Cute Critters

Donald R. Morris

January 07, 1991|By Donald R. Morris

HOUSTON — Houston. NOBEL LAUREATE Konrad Lorenz once suggested certain animal characteristics produced a ''nurturing response'' in others -- specifically in Homo sapiens. They included a large head size relative to body size, rounded, shortened forehead, large eyes below the midline, short thick extremities, rounded body with soft, elastic surfaces, round protruding cheeks and clumsy movements.

People identify with such creatures; when they are threatened, there tends to be a public uproar. South Africa, which has quite enough other problems, thank you, recently ran into this phenomenon.

There are 17 ''sea islands'' off the western Cape Province and Namibia, home to the Cape seal. This isn't a threatened species; the seals' numbers were stable for centuries. Their major predators are sharks -- whose numbers have sharply diminished. Sharks are harmful to fisheries and swimmers, and are hunted not only for food but on general principles. They don't fit Mr. Lorenz' hypothesis -- vide ''Jaws'' -- and have few friends.

As sharks dwindled, Cape seals burgeoned; there are now about 1.3 million, and the islands are seriously overcrowded. They threaten vital fisheries and their overcrowding itself is a threat to the seals. Worse, they now threaten several already-endangered bird species, including the jackass penguin, unique to Southern Africa; seals are gobbling up its rookeries. The seals, moreover, now consume 1.5 million tons of fish annually, considerably more than the combined take of South African and Namibian fisheries.

The seals were culled, at the rate of 80,000 annually, even before the shark numbers dwindled, providing meat and skins, as well as jobs in a poverty-stricken area where jobs are scarce and fishery jobs shrinking. Those numbers are now insufficient; the South African Department of Environment Affairs, with the approval of marine biologists, contracted with a Taiwanese firm to take 30,500 Cape seals. It was a minor contract; South Africa stood to make about 8 cents a seal -- perhaps $2,500 on the deal.

Then the roof blew off. Slaughtered seals are clubbed, as are most domestic animals. Canada was severely roughed up in a 1969 seal-harvesting operation; world attention at once focused on South Africa -- a nation not exactly noted for the tender loving care it expends on Homo sapiens itself. Nor is the South African bureaucracy noted for highly developed PR skills.

The department was first attacked for ''selling'' the seals for 8 cents each; it wasted valuable time before explaining this was simply a per-capita levy on each seal taken by the Taiwanese.
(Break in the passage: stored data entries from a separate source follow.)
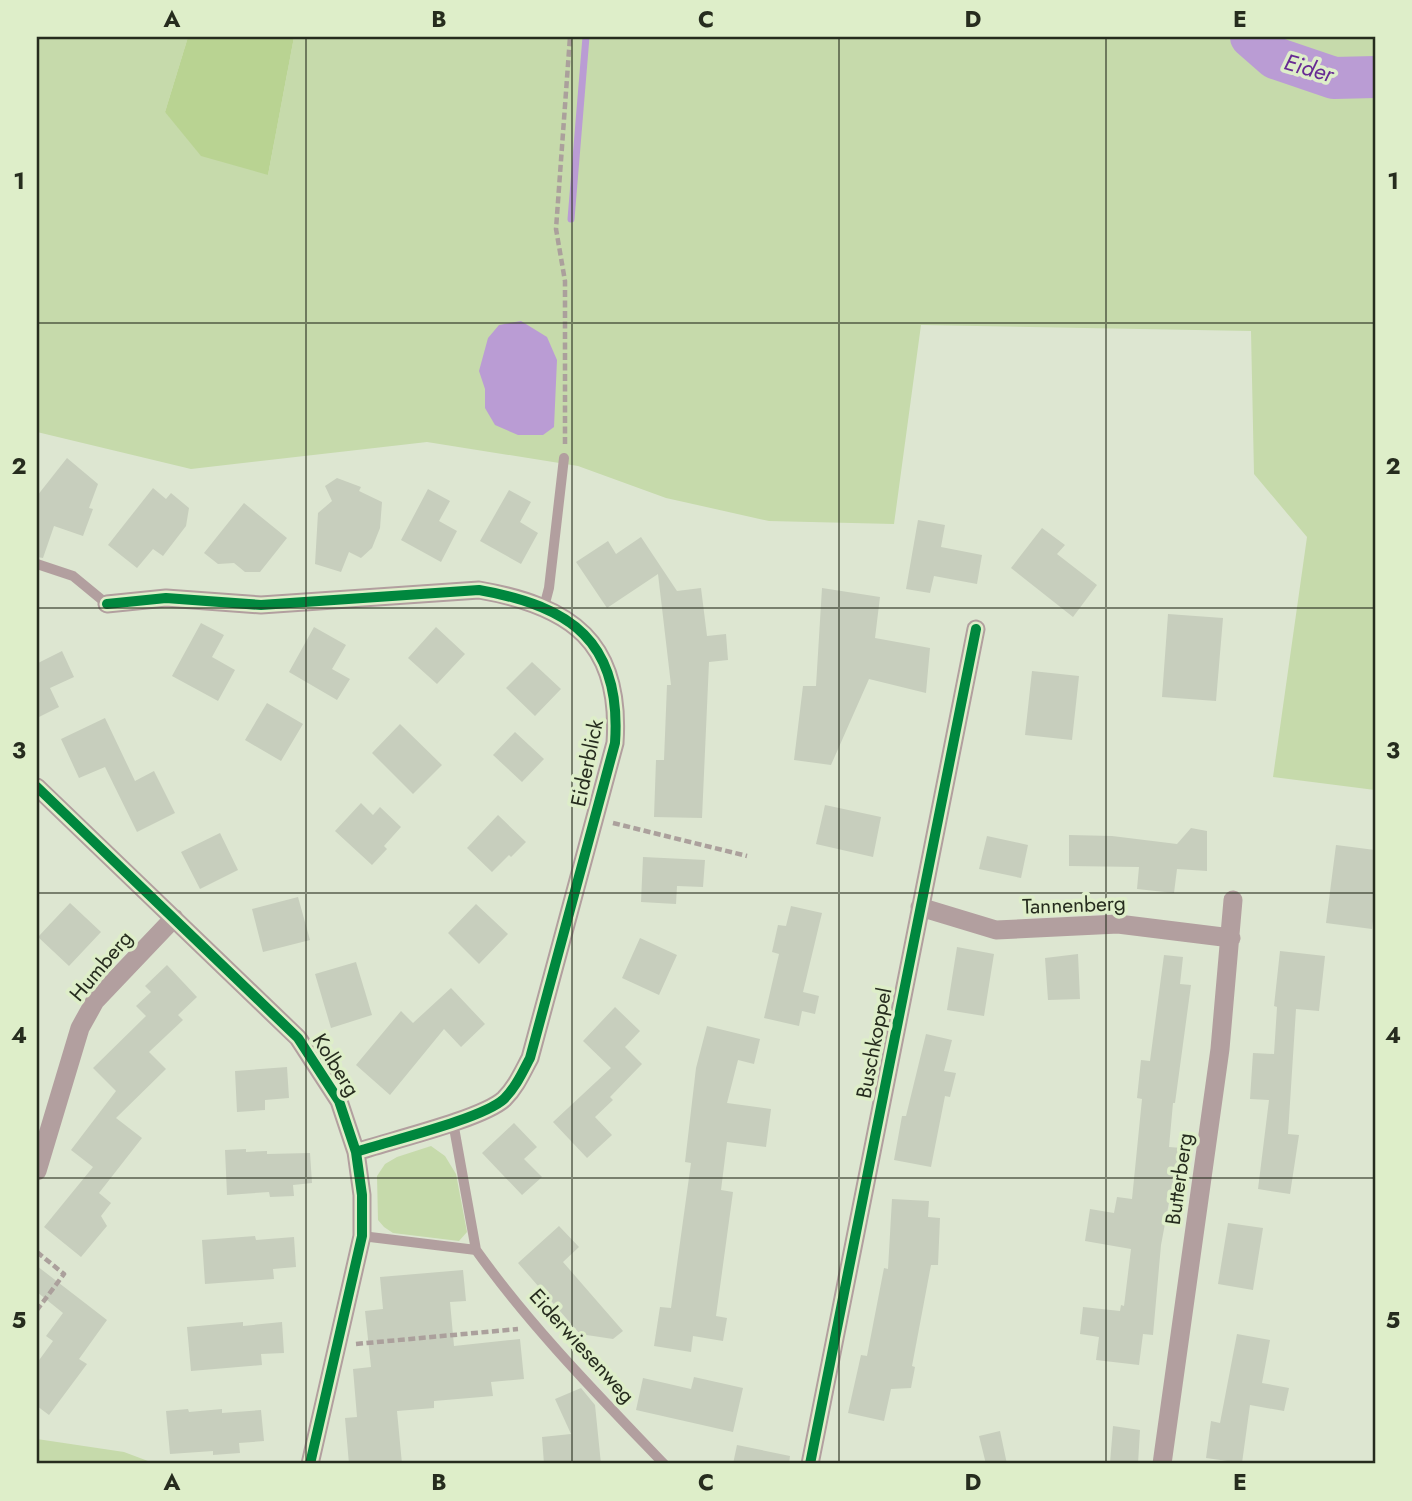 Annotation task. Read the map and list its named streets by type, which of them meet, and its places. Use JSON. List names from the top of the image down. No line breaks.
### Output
{"streets":{"street":["Eiderblick","Tannenberg","Humberg","Buschkoppel","Kolberg","Butterberg"],"lane":["Eiderwiesenweg"]},"crossings":[["Eiderblick","Kolberg"],["Tannenberg","Buschkoppel"],["Tannenberg","Butterberg"],["Humberg","Kolberg"]],"water":["Eider"],"grid":{"columns":["A","B","C","D","E"],"rows":["1","2","3","4","5"]}} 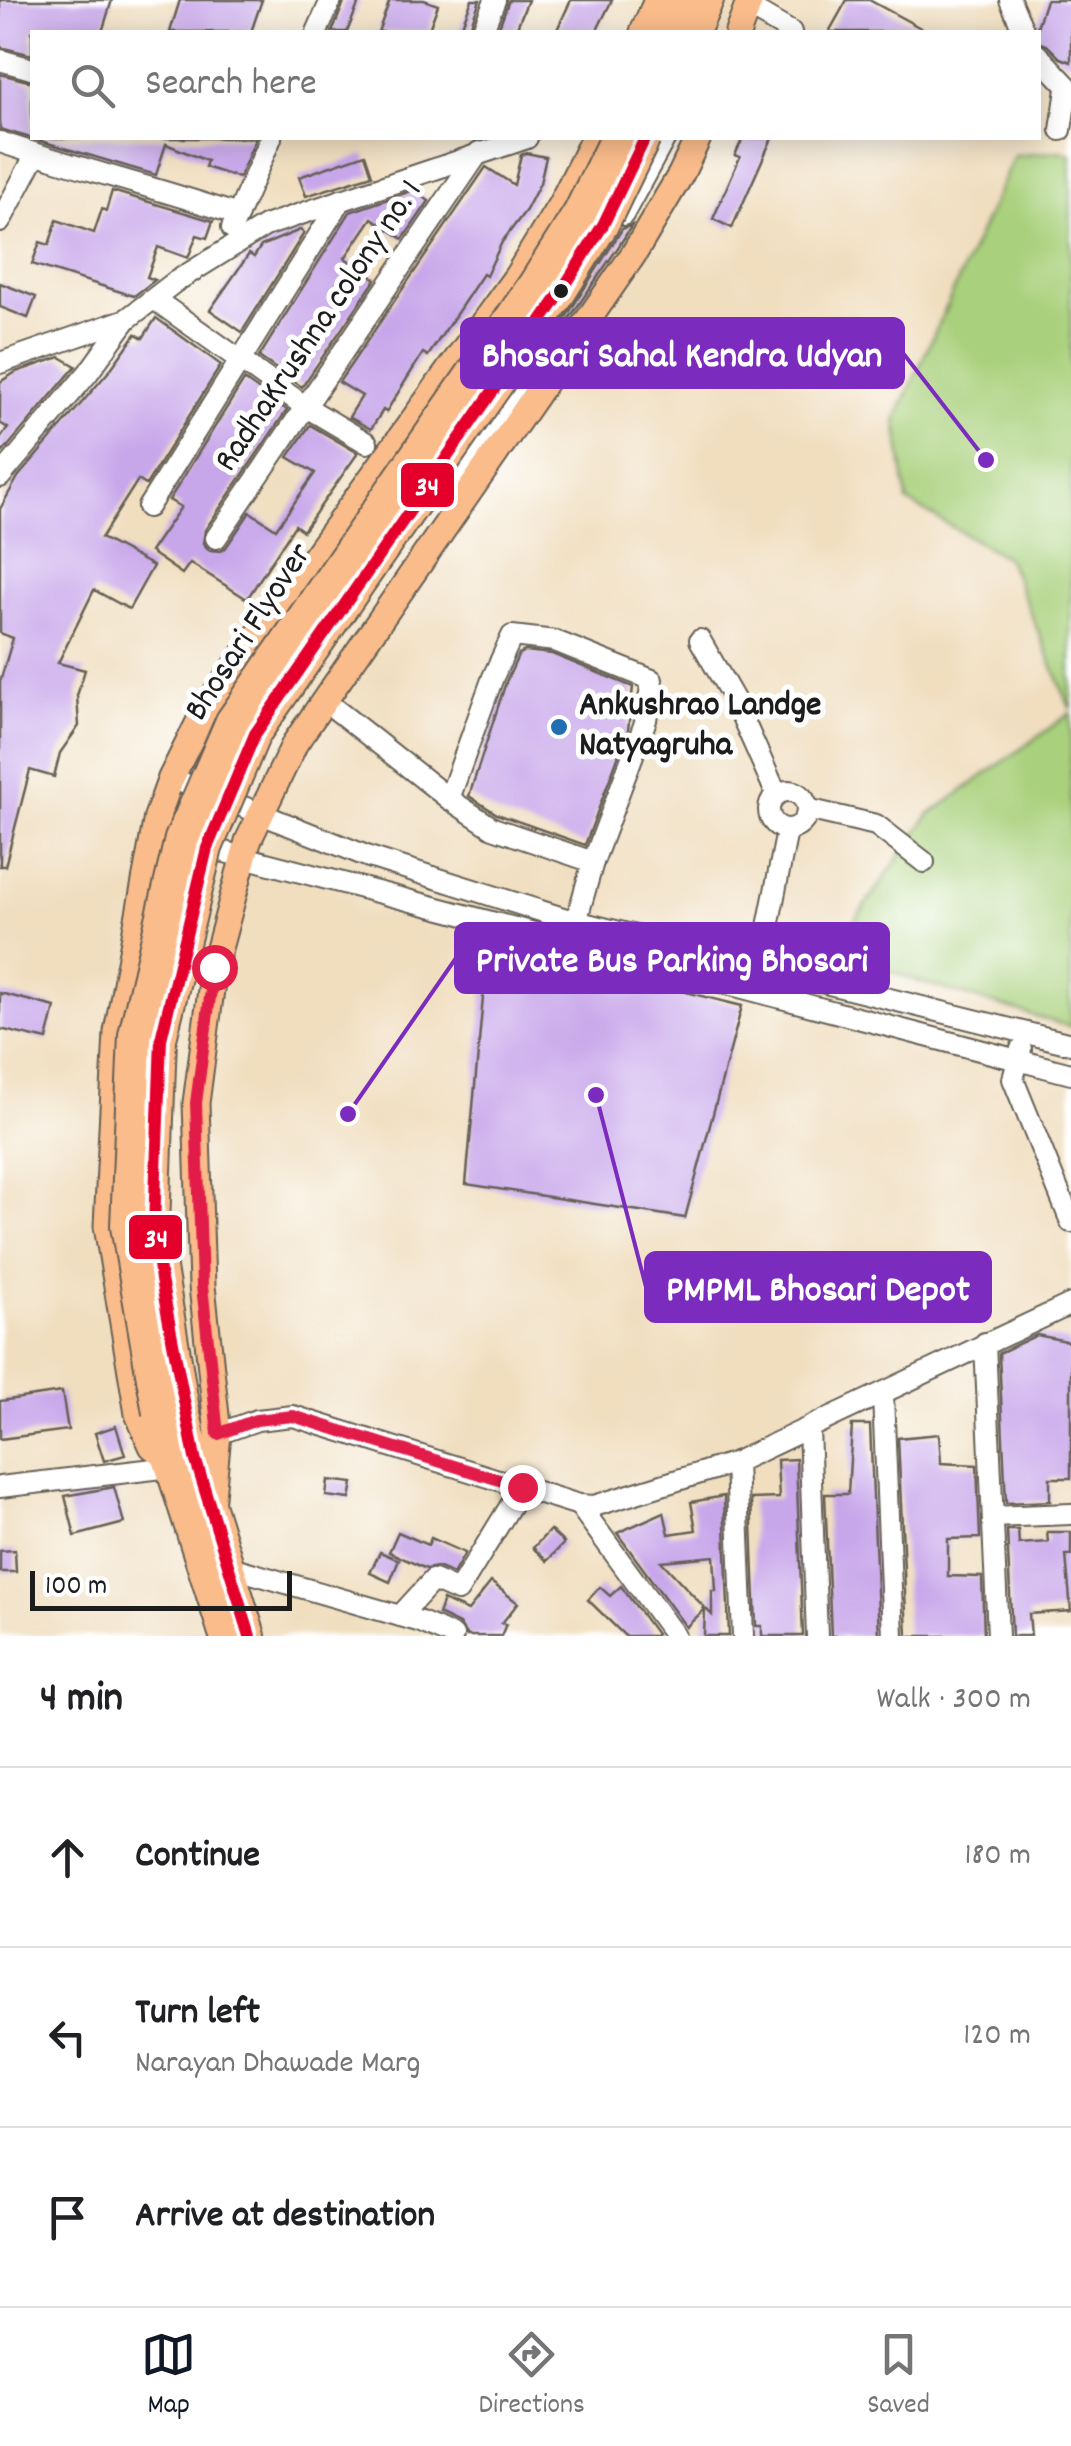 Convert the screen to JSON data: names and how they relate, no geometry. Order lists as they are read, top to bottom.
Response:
{
  "streets": {
    "highway": ["Bhosari Flyover"],
    "street": ["RadhaKrushna colony no. 1"]
  },
  "places": [
    "Bhosari Sahal Kendra Udyan",
    "Ankushrao Landge Natyagruha",
    "PMPML Bhosari Depot",
    "Private Bus Parking Bhosari"
  ],
  "lines": ["transit line 34"],
  "scale_bar": "100 m",
  "page": {
    "search": "Search here",
    "scale": "100 m",
    "heading": ["4 min", "Walk · 300 m"],
    "list": [
      ["Continue", "180 m"],
      ["Turn left", "Narayan Dhawade Marg", "120 m"],
      "Arrive at destination"
    ],
    "nav": ["Map", "Directions", "Saved"]
  }
}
It then claimed the seals were not being ''culled,'' but ''harvested'' -- like sardines. This produced fresh storms, and the department hastily reversed itself; the motivation was culling, after all.

More difficulties arose; a major by-product in the Far East comes from bull seal testicles -- dried, powdered and sold as an aphrodisiac. While the use of poached rhino horns for the same purpose has drastically reduced rhino numbers, seals, to date, have not suffered from poaching.

Culling is mandatory in game management. Since the bulk of threatened African species are now limited to finite game reserves, numbers must be kept compatible. If poachers are firmly suppressed -- and they are only in Botswana and South Africa -- most species must be culled.

Elephants survive, not ''in the wild,'' but only artificially, in reserves, and in too many African nations, reserves are poorly guarded. Elephants are widely loathed -- neighboring tuskers make agricultural operations impossible, and their devastation of forest areas, rarely shown in the wildlife pictures, is frightening. At the moment, trees are more endangered than elephants.

Homo sapiens does have a responsibility for species whose niches he has appropriated. Proper conservation practice is to reserve an adequate range for threatened species; then to cull as required, with due regard for the optimum bull-cow ratio. Attacking culling does no service to any species, endangered or not.

In ecology, as in everything else, you pays your money and you takes your choice. It's Homo sapiens or the endangered species -- and it's Homo sapiens which requires culling most.

Mr. Morris is a retired naval officer who syndicates a column.